• _Stored items_:
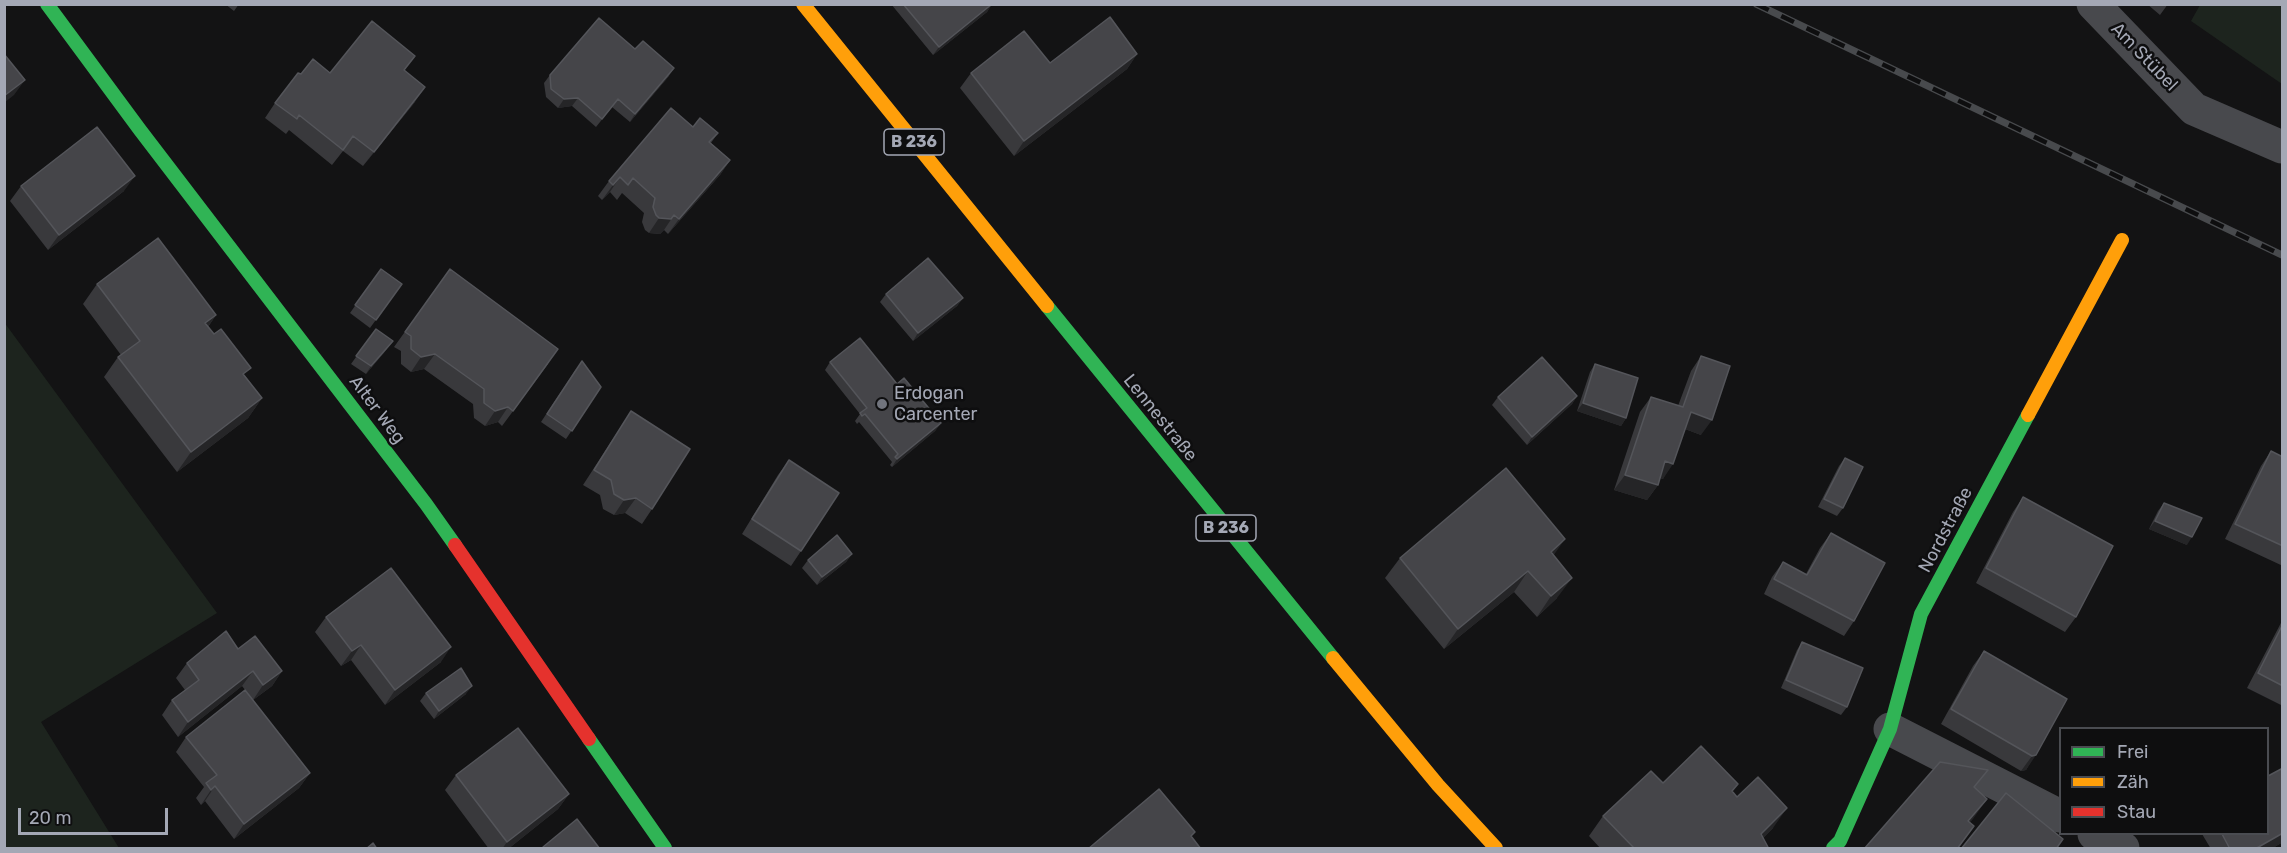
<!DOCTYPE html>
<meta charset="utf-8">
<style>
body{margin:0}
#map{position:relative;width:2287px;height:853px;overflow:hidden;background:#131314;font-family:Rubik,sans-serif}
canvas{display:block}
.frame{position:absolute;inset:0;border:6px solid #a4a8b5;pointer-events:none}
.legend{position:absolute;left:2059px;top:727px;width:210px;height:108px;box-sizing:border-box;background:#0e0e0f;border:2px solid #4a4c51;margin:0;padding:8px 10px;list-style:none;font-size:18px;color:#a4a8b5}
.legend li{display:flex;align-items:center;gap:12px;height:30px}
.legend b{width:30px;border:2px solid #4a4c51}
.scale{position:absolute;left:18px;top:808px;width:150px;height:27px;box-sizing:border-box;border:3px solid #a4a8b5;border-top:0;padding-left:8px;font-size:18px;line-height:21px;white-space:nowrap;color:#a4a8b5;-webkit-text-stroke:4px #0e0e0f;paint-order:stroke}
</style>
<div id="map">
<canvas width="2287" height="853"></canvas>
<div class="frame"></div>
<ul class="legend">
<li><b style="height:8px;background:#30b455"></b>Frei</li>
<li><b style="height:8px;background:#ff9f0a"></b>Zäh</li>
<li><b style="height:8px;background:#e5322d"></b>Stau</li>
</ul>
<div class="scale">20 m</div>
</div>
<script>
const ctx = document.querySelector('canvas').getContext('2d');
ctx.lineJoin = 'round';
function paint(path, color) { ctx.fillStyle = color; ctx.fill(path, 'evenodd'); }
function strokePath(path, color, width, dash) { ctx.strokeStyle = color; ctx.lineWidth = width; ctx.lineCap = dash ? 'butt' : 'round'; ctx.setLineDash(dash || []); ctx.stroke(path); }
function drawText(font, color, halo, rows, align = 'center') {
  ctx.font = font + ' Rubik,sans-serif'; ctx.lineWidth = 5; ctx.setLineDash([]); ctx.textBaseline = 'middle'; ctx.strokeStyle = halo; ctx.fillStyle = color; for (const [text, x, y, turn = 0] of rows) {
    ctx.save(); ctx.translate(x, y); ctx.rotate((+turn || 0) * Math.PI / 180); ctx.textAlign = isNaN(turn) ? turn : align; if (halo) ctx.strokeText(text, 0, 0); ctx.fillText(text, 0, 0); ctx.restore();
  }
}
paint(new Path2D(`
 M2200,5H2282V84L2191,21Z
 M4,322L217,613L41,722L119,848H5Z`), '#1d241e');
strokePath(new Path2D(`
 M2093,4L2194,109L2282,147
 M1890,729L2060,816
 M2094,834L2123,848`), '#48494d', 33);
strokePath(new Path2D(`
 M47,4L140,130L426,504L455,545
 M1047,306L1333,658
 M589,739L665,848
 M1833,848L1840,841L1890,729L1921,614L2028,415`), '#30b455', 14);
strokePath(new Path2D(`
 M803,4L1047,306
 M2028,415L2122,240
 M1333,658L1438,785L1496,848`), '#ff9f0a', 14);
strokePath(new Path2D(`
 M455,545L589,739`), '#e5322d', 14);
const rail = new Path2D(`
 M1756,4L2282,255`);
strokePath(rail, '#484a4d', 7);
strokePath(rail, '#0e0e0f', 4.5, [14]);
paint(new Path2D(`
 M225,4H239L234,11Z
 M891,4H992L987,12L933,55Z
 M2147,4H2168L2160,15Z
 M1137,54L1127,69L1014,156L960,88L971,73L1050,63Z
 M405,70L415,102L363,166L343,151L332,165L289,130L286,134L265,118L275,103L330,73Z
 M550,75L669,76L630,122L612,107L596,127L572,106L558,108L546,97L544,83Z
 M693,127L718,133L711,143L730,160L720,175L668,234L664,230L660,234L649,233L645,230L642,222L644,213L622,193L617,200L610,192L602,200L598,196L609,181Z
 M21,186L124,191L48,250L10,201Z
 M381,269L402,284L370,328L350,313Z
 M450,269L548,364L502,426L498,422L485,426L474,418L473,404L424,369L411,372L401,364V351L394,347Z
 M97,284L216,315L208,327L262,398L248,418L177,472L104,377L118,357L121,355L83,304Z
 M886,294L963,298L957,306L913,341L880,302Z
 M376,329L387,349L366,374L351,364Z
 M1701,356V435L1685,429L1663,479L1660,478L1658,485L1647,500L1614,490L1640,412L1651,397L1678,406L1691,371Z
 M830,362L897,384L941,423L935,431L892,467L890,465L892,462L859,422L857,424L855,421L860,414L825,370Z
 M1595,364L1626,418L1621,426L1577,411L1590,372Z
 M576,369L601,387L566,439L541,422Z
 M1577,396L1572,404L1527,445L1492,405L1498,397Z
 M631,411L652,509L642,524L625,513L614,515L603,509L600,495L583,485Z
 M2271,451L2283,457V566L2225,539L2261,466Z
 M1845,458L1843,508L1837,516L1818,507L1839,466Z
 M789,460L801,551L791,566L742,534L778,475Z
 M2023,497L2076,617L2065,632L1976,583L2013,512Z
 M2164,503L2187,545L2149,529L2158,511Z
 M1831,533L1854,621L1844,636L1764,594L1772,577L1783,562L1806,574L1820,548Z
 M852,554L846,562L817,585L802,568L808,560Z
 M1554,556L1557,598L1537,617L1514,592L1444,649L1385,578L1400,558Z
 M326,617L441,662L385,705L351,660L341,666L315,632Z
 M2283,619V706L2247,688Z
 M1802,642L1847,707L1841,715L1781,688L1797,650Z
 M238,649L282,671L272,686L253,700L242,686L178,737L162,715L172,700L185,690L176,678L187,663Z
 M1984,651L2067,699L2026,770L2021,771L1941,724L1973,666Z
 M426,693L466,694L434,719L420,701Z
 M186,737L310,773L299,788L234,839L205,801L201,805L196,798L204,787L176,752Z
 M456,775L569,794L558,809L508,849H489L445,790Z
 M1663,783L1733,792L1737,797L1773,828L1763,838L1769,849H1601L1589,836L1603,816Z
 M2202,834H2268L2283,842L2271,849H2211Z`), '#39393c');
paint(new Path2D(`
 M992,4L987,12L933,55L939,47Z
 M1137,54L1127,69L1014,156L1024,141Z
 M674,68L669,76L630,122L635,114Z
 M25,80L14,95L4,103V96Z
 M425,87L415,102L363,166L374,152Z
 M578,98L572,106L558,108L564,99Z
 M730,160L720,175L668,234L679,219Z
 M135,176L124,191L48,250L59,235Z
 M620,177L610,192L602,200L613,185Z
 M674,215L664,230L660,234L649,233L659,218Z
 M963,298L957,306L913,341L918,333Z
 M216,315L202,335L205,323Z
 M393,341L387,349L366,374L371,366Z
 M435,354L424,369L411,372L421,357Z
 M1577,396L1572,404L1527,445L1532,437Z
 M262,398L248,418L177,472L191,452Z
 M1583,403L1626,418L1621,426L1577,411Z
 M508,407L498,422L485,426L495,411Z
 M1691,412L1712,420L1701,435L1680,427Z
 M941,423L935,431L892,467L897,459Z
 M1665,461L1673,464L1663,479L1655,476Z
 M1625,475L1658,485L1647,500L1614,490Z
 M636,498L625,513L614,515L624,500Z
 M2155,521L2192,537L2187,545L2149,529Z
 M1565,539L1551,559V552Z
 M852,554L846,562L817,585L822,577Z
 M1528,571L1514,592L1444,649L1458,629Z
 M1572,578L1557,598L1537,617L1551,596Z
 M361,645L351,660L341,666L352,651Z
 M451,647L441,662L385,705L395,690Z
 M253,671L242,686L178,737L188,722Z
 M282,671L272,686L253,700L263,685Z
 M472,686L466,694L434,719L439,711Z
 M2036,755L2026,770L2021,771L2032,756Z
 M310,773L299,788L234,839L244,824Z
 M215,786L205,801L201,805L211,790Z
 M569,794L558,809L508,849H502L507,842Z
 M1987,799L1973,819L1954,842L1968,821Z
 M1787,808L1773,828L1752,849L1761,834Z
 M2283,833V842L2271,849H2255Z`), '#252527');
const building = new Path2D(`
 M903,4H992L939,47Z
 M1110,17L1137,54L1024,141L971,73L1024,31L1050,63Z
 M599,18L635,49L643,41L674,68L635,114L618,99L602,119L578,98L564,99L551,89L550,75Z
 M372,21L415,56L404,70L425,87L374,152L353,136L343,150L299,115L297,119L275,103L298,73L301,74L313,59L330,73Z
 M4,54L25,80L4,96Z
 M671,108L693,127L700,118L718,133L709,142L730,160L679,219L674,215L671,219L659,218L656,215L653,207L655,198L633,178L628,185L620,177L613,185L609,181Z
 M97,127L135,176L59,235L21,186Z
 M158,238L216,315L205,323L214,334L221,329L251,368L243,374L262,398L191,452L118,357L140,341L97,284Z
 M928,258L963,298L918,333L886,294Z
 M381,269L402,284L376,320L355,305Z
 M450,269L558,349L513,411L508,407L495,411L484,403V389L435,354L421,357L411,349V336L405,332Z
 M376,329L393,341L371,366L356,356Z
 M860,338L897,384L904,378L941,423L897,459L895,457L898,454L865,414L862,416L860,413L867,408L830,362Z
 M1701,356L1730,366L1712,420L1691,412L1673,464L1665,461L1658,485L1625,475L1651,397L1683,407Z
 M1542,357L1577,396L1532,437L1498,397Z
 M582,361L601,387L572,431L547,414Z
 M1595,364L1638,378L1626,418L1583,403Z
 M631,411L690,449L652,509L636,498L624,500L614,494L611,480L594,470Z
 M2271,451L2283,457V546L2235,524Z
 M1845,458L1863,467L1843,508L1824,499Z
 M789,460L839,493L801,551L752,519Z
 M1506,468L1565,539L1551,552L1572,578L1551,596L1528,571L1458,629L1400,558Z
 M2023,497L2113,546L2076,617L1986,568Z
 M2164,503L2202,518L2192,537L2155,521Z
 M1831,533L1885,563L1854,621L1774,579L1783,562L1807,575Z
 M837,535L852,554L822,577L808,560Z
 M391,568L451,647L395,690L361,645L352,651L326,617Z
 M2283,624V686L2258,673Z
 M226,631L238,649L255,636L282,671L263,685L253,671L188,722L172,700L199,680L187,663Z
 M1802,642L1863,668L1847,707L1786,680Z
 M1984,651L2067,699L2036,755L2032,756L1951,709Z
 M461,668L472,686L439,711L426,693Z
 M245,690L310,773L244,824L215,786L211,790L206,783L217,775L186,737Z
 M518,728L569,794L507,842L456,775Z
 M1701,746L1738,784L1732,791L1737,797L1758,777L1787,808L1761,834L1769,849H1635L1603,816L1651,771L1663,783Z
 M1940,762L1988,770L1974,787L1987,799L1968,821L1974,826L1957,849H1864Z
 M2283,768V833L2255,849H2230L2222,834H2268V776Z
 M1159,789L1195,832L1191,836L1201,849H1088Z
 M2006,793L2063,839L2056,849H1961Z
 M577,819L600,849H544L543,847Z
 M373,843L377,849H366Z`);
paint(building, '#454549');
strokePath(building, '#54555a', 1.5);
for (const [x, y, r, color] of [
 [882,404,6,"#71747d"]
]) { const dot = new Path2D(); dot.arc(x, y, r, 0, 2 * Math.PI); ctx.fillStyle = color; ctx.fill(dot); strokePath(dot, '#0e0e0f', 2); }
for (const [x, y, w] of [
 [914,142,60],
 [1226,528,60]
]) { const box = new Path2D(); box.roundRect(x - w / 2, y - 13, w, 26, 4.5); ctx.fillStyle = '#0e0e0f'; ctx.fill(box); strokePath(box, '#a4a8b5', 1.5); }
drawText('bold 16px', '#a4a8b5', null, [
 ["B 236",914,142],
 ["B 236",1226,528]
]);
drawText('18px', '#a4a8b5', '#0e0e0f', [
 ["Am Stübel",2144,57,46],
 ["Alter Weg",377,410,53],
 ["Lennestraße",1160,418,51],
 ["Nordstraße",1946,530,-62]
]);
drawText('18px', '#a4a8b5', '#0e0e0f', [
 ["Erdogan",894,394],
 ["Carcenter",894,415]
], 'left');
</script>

---

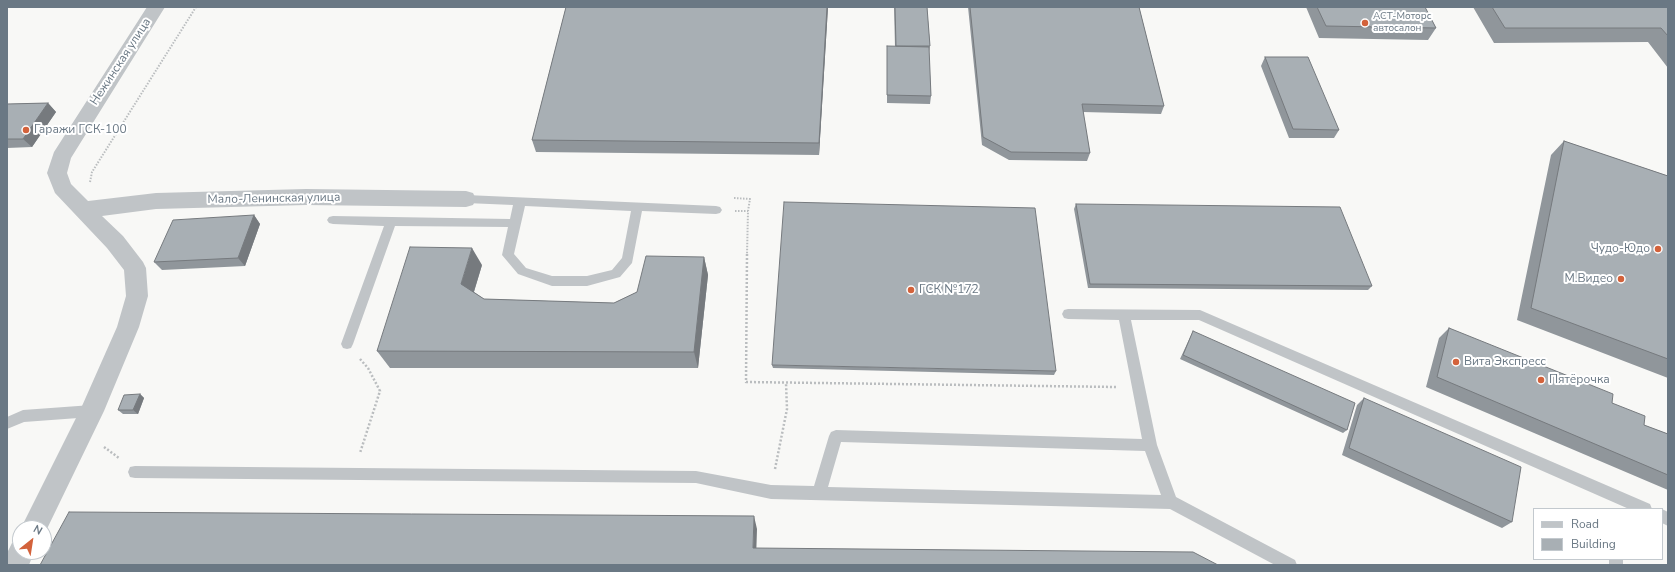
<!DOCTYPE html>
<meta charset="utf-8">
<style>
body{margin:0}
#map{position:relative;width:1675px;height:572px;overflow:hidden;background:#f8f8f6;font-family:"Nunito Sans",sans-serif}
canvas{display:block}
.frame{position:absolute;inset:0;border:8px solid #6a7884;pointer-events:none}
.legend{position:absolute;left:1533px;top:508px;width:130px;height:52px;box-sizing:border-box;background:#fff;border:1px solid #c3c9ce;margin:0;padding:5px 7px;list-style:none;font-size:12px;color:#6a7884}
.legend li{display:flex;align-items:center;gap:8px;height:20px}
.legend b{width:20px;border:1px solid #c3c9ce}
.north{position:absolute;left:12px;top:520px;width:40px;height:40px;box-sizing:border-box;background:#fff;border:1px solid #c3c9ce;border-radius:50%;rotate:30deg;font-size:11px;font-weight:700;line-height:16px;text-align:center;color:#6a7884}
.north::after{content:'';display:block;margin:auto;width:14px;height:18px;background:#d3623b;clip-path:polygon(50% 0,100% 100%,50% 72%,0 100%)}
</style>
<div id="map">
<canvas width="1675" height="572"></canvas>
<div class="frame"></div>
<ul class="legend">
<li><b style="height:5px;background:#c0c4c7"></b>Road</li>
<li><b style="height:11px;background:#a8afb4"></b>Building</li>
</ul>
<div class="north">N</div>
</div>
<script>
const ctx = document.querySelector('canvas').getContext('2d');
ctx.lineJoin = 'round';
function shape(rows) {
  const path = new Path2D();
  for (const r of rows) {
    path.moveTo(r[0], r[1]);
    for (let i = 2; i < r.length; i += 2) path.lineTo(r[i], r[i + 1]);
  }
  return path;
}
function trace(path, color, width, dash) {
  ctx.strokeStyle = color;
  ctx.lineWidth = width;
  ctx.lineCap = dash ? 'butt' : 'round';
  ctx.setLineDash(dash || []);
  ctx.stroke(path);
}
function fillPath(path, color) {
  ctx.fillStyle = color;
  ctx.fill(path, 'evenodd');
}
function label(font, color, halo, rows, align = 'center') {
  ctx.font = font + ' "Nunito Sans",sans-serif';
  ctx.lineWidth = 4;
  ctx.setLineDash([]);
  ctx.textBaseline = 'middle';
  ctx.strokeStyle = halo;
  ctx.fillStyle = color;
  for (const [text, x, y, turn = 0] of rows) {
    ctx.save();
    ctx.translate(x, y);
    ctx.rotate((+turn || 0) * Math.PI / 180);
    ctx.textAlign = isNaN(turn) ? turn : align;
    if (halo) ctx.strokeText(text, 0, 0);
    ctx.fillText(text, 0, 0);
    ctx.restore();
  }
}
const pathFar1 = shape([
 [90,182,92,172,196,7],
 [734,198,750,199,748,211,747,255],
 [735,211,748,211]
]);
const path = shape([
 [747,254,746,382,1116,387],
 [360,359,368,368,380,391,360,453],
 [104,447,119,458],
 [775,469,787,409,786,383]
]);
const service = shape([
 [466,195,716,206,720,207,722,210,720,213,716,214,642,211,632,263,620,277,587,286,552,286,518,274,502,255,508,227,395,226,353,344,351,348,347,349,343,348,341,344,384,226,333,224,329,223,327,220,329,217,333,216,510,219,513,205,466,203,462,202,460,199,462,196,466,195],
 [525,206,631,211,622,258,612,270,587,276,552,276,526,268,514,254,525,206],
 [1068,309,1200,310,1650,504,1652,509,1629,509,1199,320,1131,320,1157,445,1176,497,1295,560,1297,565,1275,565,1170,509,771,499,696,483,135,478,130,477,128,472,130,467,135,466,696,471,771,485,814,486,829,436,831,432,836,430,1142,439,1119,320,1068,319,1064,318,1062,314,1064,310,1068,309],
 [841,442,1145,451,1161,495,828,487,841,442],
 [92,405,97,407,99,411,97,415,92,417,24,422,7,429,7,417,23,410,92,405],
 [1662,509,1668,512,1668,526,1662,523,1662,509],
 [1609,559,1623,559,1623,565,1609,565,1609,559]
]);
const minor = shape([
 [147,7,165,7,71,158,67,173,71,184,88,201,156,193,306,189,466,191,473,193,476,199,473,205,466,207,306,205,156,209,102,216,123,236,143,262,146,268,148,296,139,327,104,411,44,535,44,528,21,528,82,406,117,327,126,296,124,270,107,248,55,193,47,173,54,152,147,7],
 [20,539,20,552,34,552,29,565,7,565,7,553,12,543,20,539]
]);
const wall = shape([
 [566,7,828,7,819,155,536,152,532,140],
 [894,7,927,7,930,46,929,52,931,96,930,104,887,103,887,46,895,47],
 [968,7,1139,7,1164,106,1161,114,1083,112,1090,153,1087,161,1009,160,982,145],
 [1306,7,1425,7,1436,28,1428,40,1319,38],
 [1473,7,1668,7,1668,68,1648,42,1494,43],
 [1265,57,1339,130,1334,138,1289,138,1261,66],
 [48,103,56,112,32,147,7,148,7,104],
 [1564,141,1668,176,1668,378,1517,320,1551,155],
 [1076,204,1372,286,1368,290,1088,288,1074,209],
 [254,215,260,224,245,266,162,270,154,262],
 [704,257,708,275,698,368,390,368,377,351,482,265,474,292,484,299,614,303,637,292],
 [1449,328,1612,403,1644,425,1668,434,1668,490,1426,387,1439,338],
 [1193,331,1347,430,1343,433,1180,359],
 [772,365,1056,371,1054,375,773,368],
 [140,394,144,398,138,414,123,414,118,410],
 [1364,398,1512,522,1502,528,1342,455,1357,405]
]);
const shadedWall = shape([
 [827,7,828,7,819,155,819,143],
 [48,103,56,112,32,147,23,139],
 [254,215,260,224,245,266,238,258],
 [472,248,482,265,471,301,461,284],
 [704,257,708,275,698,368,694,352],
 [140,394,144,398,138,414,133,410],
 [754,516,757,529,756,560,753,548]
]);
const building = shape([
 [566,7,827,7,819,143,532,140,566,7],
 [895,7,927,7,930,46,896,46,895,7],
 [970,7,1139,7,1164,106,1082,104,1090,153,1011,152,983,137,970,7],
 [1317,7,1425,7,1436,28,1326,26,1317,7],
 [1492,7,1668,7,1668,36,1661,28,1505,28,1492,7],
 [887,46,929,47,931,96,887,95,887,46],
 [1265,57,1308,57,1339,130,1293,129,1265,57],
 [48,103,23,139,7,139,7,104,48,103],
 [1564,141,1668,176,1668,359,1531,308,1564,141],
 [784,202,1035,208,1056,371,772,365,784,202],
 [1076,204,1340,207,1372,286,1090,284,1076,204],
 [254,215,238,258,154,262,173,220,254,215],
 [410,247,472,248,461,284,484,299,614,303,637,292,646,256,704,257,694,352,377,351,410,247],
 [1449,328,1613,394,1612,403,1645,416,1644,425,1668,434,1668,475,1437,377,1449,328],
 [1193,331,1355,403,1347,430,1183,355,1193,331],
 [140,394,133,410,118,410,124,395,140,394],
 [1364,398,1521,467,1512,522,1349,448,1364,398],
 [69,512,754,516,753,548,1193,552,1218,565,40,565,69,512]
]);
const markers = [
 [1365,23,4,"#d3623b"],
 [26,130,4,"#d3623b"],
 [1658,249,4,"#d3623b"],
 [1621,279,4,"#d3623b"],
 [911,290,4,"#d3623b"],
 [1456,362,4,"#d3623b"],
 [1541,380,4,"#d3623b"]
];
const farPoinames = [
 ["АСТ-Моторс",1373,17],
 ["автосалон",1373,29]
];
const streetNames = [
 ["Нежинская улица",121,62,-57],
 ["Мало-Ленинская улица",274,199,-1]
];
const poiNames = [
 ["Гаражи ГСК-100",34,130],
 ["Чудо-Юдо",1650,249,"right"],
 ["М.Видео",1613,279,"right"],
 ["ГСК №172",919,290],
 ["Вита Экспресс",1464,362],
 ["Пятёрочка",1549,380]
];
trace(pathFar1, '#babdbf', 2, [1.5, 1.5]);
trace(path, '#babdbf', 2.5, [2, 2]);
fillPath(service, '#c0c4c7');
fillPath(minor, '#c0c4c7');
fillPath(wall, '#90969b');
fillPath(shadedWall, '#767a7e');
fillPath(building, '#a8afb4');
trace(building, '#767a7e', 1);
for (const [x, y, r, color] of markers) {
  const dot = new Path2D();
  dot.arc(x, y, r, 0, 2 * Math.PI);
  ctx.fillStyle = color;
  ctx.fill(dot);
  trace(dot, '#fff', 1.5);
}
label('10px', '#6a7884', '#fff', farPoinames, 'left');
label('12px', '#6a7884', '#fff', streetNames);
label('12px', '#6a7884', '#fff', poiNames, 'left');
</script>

• _INSTRUCTIONS TO FOLLOW_: An exact copy of the lines above, from the one containing "function strokePath(path, color, width, dash)" down to the one containing "function drawText(font, color, halo, rows, align" and including both, is the whole answer; retype it and nothing else.

• _ANSWER TO THIS EXERCISE_:
function strokePath(path, color, width, dash) { ctx.strokeStyle = color; ctx.lineWidth = width; ctx.lineCap = dash ? 'butt' : 'round'; ctx.setLineDash(dash || []); ctx.stroke(path); }
function drawText(font, color, halo, rows, align = 'center') {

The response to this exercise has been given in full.